Brief = Tally the lines in the records underneath that contain the string "Chapmans", and state the figure by itself.

*-*-*

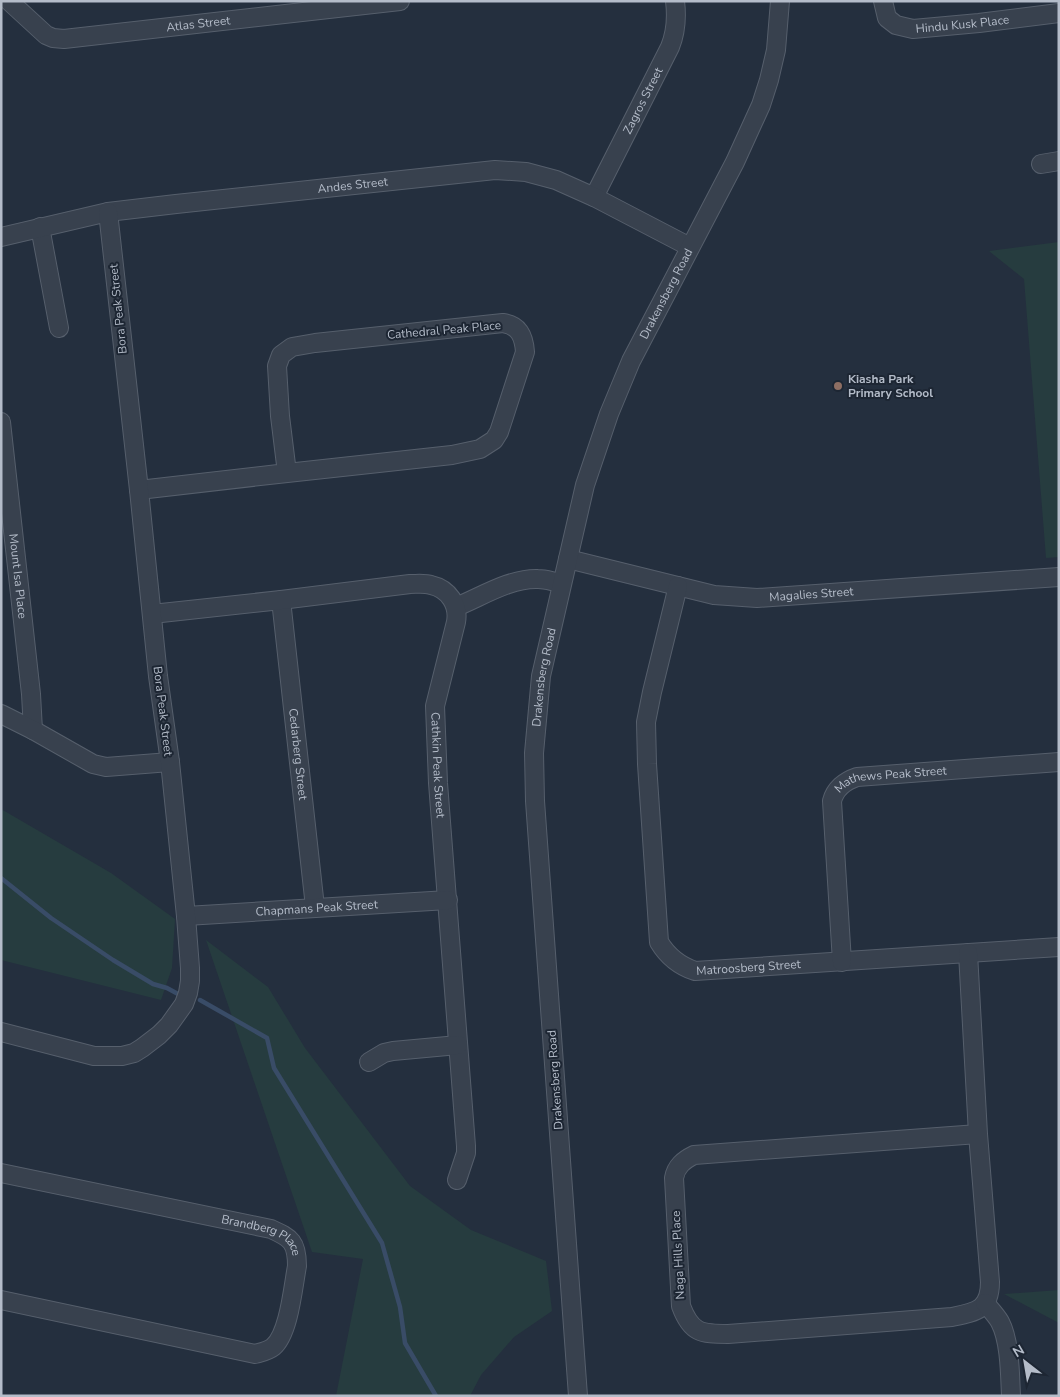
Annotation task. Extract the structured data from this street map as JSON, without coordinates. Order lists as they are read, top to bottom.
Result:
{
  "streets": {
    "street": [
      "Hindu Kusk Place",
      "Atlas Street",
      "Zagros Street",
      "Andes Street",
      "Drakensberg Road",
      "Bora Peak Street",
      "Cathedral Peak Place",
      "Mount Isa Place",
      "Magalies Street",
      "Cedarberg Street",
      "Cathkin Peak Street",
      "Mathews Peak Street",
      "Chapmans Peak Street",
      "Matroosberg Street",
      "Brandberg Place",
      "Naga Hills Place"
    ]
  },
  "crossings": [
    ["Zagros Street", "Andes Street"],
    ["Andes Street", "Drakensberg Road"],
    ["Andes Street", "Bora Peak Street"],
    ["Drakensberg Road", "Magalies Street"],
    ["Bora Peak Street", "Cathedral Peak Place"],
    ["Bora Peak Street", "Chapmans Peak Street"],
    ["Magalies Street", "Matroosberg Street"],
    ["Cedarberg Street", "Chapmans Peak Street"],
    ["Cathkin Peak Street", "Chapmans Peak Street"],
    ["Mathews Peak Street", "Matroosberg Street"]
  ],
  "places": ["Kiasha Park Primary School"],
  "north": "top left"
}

*-*-*

Answer to this task = 4